▶ [What the task asks]:
Copy each line of the data below with the word "direction".

-- Raw data follows --

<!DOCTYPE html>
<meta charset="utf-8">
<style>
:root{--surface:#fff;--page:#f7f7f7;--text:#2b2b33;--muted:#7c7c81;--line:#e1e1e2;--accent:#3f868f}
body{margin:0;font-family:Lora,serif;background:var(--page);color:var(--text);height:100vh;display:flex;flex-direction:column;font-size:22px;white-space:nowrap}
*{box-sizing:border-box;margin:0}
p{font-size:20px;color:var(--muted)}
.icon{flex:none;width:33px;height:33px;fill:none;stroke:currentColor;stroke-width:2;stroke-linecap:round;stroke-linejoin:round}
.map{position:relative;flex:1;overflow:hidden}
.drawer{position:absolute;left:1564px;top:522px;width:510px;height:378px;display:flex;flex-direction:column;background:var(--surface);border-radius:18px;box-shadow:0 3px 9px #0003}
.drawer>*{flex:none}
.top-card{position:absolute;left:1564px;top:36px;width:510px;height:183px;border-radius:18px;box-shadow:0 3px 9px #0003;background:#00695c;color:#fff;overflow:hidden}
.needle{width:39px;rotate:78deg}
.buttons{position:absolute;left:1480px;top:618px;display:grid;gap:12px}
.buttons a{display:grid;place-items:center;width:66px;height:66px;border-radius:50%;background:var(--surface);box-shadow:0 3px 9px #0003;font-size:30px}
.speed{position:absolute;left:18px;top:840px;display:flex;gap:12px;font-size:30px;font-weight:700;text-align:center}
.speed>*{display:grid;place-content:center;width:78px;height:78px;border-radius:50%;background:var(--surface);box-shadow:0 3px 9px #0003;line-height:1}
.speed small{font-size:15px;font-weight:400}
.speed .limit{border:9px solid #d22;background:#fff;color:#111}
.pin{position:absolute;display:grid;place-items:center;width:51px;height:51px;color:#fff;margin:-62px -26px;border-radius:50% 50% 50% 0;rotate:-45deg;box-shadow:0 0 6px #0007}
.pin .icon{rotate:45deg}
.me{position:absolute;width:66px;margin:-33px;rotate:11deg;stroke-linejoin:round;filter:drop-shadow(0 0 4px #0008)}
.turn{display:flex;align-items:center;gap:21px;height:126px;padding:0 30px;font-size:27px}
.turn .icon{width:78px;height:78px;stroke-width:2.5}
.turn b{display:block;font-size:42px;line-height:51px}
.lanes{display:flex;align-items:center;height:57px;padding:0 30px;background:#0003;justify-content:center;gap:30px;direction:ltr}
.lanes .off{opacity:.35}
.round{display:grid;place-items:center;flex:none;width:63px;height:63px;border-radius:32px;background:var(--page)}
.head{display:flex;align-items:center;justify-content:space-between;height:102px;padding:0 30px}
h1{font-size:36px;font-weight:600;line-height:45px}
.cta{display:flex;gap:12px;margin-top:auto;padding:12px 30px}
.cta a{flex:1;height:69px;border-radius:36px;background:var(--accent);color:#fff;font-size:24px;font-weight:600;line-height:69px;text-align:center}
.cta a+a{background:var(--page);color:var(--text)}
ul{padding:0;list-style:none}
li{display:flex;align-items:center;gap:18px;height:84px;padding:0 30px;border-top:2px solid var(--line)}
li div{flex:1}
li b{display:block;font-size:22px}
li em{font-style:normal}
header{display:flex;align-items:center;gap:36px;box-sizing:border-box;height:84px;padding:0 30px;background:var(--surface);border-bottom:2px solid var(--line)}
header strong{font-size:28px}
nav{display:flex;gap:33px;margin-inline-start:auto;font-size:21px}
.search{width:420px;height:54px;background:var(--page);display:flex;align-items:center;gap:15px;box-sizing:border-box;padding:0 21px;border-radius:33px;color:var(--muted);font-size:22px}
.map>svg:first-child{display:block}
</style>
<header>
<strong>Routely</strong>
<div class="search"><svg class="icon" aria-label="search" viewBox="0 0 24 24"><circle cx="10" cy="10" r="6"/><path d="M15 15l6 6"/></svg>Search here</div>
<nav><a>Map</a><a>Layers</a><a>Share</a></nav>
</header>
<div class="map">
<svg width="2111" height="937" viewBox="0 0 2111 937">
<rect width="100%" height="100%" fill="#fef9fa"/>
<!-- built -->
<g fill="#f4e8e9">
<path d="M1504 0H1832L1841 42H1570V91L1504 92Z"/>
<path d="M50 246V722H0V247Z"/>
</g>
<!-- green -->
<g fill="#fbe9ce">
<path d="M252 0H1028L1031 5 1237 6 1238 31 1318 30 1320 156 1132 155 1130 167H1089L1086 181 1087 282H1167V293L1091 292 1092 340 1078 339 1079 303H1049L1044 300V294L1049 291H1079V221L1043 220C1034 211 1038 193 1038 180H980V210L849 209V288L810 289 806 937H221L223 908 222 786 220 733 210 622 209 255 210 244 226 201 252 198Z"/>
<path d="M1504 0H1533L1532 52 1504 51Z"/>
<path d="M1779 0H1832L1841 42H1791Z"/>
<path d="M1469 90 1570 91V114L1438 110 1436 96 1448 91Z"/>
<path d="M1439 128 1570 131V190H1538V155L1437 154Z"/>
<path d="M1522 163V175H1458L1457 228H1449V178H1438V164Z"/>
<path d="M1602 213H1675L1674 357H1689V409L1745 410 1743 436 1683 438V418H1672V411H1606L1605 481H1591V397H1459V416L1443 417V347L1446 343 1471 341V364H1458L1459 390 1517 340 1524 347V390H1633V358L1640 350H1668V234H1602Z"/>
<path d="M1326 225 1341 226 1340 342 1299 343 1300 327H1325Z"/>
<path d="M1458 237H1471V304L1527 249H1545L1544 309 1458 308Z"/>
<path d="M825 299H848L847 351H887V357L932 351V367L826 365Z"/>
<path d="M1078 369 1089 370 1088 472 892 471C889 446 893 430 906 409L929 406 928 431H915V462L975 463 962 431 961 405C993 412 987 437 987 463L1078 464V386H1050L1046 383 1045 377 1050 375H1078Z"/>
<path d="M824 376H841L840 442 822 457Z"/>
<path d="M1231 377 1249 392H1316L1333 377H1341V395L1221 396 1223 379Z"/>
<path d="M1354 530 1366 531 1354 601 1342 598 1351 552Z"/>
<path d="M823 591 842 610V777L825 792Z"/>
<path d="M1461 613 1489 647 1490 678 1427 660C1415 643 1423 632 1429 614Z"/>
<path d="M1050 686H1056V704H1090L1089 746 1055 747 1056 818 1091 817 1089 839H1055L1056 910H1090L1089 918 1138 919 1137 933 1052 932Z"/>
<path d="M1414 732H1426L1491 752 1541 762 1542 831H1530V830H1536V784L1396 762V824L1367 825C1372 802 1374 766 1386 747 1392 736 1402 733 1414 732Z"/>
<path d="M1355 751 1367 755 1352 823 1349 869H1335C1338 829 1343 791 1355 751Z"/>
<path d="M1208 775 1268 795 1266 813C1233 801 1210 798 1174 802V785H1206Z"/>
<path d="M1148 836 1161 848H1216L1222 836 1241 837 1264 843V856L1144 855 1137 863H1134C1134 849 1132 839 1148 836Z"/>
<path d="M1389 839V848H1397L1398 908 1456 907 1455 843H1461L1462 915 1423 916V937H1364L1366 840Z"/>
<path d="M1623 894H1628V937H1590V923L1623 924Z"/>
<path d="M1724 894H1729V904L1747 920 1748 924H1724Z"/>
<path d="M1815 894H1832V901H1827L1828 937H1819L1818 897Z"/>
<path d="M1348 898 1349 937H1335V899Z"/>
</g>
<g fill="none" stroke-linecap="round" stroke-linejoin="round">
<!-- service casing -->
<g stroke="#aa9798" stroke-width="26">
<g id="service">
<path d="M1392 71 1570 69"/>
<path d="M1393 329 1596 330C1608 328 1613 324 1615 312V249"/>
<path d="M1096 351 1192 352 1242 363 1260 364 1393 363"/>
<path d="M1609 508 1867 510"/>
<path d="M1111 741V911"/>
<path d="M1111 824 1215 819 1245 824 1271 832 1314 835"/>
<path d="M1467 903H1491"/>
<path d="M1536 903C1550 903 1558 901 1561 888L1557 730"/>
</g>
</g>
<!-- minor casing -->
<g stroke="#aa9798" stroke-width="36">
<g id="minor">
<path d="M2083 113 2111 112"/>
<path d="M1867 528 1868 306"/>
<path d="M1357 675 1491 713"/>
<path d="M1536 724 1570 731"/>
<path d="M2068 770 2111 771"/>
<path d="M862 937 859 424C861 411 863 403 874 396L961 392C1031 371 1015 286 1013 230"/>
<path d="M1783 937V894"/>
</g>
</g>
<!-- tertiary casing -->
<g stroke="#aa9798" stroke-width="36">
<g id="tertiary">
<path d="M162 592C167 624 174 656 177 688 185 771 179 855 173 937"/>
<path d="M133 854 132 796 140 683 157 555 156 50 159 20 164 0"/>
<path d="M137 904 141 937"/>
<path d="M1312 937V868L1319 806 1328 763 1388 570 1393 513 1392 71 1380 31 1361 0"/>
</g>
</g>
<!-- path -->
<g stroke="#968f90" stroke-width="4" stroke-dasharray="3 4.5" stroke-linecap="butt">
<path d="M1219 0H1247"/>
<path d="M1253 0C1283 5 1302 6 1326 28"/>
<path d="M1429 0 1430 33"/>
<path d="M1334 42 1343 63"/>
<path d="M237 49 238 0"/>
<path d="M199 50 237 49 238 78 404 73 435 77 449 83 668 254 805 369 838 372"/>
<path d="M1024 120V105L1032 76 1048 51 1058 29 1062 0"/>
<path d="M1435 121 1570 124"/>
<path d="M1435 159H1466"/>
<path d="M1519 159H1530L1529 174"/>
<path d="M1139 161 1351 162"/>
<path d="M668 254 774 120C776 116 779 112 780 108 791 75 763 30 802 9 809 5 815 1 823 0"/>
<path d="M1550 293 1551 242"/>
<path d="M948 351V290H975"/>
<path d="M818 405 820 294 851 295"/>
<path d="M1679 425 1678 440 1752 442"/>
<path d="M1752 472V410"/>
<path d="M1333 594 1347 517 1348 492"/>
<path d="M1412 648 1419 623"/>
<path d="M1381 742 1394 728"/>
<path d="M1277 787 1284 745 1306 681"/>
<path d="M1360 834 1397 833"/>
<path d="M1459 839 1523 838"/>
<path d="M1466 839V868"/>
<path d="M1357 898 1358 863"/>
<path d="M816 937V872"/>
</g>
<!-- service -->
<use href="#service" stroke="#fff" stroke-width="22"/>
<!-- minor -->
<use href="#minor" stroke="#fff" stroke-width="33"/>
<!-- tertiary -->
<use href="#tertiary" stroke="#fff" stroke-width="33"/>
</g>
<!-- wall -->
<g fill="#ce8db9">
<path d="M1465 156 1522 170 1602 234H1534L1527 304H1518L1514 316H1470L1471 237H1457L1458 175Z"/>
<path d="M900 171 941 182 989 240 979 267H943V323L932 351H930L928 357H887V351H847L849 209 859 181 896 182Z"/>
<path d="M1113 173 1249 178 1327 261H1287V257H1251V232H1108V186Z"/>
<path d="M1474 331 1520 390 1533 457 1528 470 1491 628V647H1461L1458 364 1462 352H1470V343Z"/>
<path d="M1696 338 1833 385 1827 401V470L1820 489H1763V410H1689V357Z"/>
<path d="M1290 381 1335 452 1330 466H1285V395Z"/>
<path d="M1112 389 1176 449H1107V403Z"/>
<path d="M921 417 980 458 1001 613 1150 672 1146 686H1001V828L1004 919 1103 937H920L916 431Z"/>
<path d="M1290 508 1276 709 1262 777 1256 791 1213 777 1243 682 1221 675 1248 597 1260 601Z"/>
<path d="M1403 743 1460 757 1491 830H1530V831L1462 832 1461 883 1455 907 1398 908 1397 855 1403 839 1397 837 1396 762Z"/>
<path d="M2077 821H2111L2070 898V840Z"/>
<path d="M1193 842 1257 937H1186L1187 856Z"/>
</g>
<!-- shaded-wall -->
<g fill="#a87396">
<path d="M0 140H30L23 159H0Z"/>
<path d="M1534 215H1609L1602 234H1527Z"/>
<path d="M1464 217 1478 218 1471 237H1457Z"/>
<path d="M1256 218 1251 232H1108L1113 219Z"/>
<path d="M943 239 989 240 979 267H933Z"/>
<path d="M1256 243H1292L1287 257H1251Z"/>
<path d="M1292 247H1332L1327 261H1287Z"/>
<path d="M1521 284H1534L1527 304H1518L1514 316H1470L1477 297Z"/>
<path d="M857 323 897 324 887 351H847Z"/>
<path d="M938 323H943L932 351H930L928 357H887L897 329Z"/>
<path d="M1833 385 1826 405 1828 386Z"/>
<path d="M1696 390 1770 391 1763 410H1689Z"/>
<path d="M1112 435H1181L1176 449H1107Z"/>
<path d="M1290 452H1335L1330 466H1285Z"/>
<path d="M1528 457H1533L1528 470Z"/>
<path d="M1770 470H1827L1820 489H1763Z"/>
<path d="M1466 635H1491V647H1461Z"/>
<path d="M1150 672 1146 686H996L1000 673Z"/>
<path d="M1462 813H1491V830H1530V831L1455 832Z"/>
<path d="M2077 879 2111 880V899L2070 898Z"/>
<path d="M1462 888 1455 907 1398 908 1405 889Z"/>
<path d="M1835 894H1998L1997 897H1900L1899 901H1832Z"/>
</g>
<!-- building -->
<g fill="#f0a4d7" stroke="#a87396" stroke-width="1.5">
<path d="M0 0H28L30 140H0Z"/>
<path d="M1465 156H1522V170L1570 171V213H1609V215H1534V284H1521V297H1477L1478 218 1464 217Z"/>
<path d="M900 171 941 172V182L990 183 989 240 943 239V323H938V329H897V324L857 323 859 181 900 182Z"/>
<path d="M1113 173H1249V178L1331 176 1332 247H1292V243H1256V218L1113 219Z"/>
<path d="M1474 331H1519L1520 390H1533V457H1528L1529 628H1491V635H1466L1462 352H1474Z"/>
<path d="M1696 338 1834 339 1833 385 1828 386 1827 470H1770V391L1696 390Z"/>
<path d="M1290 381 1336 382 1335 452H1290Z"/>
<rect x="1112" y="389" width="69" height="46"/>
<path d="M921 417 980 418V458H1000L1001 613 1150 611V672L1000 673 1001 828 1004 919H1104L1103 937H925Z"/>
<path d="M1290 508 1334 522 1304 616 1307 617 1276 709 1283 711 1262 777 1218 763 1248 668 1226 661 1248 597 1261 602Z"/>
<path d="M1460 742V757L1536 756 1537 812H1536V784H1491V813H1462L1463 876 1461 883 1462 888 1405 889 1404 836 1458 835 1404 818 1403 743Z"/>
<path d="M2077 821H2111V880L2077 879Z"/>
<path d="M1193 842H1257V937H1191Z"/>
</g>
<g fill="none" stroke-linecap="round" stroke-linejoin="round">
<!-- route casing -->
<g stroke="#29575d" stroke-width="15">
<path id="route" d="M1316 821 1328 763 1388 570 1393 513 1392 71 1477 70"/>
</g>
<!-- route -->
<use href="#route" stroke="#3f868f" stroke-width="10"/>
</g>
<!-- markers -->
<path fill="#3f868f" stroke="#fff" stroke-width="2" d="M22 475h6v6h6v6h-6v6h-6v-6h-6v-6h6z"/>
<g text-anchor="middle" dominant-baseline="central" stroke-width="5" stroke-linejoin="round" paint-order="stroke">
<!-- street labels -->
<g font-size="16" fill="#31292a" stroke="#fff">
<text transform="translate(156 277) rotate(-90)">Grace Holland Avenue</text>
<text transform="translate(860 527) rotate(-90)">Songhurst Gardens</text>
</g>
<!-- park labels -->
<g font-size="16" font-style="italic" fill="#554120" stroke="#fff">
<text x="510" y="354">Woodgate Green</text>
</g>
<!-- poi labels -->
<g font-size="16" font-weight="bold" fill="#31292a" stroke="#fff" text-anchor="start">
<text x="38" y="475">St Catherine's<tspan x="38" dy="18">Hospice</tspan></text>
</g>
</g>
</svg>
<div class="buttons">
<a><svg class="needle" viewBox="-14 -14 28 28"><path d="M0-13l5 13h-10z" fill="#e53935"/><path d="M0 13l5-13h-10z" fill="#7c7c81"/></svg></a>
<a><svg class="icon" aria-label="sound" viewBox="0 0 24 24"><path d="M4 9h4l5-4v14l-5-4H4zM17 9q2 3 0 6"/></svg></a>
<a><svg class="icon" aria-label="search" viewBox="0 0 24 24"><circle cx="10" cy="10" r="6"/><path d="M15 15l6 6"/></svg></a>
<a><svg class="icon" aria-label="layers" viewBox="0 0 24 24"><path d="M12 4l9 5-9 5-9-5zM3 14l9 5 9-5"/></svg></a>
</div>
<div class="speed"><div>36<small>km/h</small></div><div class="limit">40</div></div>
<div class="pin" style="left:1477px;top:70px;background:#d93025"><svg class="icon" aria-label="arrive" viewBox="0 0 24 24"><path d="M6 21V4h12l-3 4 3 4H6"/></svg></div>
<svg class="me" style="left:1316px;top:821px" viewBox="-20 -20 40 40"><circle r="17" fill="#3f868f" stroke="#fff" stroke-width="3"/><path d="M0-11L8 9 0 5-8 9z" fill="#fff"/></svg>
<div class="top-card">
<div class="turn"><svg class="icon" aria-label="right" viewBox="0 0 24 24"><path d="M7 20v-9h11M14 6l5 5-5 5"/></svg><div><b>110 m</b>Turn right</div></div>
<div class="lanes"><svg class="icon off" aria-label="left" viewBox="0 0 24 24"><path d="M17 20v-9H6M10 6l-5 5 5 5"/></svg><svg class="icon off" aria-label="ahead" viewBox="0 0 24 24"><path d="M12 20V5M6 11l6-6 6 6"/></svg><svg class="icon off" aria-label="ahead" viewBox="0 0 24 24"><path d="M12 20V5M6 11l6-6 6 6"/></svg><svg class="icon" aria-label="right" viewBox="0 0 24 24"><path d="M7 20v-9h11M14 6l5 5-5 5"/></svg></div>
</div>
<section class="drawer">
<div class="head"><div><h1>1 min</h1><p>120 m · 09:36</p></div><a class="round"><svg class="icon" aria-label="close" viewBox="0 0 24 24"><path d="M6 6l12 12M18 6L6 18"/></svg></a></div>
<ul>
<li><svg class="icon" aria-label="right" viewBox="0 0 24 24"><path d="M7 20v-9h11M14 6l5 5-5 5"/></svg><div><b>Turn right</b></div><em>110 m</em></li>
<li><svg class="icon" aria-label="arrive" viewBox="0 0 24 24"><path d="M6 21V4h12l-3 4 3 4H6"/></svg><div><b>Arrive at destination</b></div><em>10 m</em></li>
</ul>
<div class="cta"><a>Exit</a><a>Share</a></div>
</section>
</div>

-- Raw data concluded --

▶ [Written solution]:
body{margin:0;font-family:Lora,serif;background:var(--page);color:var(--text);height:100vh;display:flex;flex-direction:column;font-size:22px;white-space:nowrap}
.drawer{position:absolute;left:1564px;top:522px;width:510px;height:378px;display:flex;flex-direction:column;background:var(--surface);border-radius:18px;box-shadow:0 3px 9px #0003}
.lanes{display:flex;align-items:center;height:57px;padding:0 30px;background:#0003;justify-content:center;gap:30px;direction:ltr}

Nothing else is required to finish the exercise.